EXTRACTED RECORDS Block Start

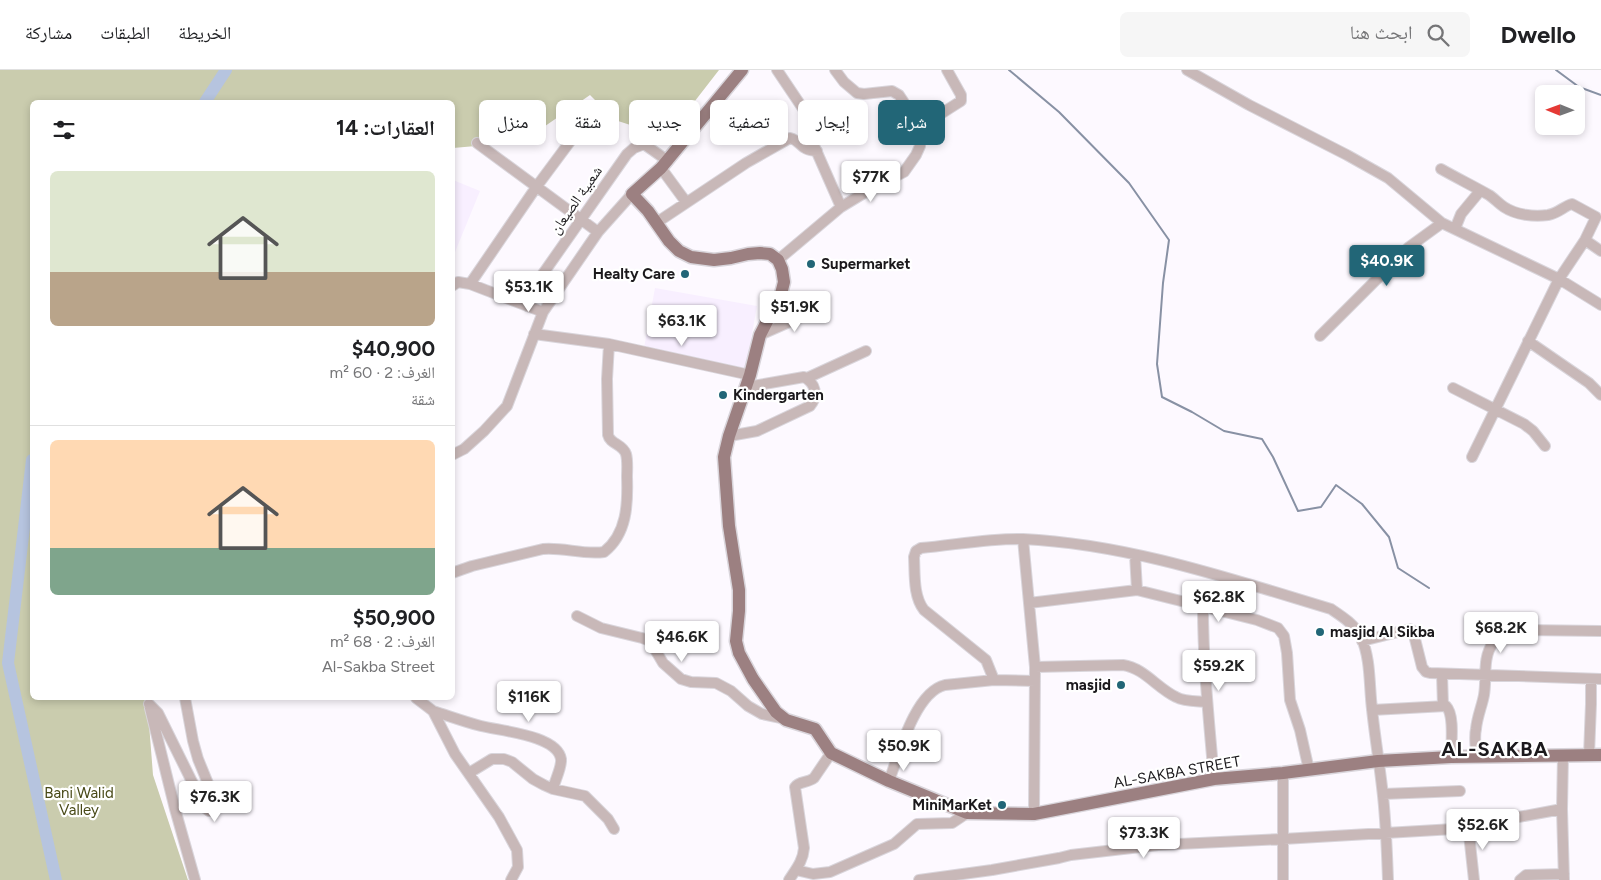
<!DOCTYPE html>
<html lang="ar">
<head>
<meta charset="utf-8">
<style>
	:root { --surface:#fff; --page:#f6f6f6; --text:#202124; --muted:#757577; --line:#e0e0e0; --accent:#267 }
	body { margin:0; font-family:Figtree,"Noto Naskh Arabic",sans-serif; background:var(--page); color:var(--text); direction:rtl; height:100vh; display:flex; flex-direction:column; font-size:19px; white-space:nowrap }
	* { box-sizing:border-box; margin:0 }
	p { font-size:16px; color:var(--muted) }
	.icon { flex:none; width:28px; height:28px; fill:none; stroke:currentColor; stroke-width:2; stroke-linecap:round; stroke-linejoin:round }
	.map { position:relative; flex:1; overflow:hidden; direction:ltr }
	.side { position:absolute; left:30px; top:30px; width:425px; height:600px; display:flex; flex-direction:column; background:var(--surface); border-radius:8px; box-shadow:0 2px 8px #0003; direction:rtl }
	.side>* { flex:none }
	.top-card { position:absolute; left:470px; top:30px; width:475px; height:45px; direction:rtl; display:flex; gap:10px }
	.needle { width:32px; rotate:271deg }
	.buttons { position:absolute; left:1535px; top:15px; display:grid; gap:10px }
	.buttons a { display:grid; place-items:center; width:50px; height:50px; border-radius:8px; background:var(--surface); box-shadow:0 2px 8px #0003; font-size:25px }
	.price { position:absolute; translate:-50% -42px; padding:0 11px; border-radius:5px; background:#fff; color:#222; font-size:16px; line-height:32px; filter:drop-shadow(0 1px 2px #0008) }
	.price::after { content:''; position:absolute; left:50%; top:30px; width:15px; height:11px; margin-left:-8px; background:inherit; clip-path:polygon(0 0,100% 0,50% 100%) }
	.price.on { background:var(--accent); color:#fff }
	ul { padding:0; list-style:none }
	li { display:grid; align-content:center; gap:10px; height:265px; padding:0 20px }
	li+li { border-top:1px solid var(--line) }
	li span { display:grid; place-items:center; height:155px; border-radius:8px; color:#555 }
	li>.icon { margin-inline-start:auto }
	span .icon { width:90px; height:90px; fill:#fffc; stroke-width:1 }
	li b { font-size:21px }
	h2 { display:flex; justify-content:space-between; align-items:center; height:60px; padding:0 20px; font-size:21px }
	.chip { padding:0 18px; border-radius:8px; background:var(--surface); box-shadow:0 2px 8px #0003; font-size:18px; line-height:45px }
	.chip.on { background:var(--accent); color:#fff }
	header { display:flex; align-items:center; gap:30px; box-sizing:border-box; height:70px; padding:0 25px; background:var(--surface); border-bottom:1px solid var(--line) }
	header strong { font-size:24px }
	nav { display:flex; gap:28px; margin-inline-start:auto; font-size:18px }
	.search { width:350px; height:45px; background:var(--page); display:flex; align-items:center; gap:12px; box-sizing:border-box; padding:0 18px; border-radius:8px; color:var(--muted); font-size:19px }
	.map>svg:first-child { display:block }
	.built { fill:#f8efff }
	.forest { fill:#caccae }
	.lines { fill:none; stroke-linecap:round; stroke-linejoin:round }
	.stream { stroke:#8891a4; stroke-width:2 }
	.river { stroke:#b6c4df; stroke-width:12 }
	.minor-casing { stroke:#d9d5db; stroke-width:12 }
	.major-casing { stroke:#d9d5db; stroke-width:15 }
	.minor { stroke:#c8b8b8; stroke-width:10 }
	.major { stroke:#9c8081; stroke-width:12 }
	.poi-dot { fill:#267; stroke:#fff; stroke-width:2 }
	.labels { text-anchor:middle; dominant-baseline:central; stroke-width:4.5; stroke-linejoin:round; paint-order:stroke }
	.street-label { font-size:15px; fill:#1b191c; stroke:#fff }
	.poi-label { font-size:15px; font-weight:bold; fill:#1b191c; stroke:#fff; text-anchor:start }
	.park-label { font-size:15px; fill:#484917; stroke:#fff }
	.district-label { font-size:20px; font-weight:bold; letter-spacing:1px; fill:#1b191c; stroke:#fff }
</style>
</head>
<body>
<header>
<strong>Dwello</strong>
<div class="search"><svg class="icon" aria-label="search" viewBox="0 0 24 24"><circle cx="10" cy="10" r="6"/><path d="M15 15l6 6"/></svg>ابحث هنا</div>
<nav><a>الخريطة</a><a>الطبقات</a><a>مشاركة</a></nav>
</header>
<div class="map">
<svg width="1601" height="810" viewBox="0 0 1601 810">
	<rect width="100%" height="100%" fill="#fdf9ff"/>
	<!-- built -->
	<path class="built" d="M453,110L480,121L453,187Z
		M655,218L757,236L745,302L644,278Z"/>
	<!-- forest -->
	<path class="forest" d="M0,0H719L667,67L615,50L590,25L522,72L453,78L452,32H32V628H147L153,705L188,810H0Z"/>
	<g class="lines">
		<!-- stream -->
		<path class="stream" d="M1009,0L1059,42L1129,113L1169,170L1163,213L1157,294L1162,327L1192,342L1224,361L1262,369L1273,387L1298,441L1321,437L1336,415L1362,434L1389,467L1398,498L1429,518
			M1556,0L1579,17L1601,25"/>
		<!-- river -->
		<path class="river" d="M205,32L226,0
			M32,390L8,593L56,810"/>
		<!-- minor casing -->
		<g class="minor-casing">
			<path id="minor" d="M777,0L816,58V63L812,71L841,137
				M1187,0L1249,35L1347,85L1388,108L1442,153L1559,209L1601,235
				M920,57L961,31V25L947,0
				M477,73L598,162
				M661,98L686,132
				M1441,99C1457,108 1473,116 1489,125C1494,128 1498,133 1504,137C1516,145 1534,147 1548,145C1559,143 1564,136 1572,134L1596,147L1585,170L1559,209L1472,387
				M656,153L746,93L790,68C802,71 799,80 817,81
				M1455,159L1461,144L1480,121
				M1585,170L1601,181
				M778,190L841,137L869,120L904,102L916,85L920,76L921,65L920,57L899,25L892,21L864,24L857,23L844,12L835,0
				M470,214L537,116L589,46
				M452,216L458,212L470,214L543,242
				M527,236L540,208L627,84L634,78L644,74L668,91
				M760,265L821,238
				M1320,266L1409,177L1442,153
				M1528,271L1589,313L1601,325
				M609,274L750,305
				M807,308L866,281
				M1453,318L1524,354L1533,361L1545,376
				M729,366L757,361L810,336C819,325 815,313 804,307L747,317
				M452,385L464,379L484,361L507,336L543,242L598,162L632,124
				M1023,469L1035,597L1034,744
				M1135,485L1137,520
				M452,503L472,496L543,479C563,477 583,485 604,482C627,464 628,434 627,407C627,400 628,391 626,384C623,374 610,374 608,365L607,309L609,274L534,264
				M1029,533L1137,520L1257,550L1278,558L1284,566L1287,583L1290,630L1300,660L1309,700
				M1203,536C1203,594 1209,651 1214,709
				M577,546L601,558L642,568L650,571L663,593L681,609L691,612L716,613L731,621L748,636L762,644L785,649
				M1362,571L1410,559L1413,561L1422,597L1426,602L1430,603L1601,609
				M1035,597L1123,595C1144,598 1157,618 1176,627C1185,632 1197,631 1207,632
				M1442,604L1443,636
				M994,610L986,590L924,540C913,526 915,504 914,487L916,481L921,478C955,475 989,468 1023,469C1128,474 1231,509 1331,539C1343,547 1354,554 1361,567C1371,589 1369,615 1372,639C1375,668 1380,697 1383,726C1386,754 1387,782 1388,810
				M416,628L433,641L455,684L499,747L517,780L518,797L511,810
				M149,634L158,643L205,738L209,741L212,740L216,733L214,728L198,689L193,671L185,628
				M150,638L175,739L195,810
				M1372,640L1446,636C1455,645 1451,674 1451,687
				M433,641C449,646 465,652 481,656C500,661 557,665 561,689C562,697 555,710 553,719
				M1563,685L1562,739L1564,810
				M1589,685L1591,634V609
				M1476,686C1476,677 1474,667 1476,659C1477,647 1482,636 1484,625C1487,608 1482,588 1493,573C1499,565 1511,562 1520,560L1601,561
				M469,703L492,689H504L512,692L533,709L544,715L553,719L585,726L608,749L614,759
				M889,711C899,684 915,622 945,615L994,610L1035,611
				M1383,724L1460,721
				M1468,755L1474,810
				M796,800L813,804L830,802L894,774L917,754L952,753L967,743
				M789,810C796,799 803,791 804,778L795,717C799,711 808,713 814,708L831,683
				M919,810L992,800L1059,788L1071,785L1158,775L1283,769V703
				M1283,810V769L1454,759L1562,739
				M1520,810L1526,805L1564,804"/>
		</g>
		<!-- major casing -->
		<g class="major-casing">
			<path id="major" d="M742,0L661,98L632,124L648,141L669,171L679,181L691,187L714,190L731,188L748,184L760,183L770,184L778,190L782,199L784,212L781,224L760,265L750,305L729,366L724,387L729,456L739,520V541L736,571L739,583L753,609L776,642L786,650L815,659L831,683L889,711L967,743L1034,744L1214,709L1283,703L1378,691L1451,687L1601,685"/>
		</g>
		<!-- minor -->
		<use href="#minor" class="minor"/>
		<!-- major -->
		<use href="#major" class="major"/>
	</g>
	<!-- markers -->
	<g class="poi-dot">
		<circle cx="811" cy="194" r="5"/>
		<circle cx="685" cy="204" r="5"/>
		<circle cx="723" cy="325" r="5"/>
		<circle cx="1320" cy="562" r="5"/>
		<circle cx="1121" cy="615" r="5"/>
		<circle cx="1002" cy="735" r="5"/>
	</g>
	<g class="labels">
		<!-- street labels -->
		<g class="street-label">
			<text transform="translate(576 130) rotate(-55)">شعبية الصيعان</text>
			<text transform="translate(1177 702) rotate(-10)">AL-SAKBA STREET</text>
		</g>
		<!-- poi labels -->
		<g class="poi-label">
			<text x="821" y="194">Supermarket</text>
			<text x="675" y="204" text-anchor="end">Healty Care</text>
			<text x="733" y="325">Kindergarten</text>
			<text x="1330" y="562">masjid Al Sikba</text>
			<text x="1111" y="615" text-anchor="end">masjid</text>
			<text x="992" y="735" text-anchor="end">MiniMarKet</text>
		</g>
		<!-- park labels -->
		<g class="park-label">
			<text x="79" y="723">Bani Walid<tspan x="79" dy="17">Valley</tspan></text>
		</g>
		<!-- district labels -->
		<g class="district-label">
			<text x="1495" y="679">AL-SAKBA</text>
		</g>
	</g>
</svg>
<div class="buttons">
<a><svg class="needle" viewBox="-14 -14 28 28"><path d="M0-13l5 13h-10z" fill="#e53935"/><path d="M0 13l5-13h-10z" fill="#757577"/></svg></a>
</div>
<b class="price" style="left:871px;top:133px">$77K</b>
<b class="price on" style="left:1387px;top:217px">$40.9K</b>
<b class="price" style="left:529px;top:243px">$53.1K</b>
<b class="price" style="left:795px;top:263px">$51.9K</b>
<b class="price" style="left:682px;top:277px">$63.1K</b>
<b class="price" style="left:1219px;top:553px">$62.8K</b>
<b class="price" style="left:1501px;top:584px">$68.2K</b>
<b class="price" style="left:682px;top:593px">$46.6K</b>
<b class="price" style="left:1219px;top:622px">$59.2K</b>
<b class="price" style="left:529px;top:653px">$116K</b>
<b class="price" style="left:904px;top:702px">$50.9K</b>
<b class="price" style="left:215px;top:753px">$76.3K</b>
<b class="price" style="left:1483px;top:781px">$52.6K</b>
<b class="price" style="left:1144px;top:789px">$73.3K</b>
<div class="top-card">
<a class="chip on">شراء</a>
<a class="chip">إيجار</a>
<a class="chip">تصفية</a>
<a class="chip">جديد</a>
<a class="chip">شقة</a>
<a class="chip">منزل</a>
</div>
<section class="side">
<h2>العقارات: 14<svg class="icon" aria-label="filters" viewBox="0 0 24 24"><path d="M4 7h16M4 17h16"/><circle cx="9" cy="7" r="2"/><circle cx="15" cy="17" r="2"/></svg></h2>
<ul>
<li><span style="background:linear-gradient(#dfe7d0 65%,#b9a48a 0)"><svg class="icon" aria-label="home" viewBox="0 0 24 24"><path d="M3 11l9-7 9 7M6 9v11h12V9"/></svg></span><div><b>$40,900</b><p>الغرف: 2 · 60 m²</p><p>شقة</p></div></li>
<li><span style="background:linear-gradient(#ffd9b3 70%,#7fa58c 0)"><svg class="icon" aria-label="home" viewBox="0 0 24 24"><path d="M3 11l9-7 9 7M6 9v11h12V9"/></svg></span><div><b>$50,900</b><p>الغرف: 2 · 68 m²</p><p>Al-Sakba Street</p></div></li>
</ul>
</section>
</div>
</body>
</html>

EXTRACTED RECORDS Block End

**DIRECTIONS**
Lines with the string "linecap": pick each one out of the material and return it.

**ANSWER TO THE EXERCISE**
	.icon { flex:none; width:28px; height:28px; fill:none; stroke:currentColor; stroke-width:2; stroke-linecap:round; stroke-linejoin:round }
	.lines { fill:none; stroke-linecap:round; stroke-linejoin:round }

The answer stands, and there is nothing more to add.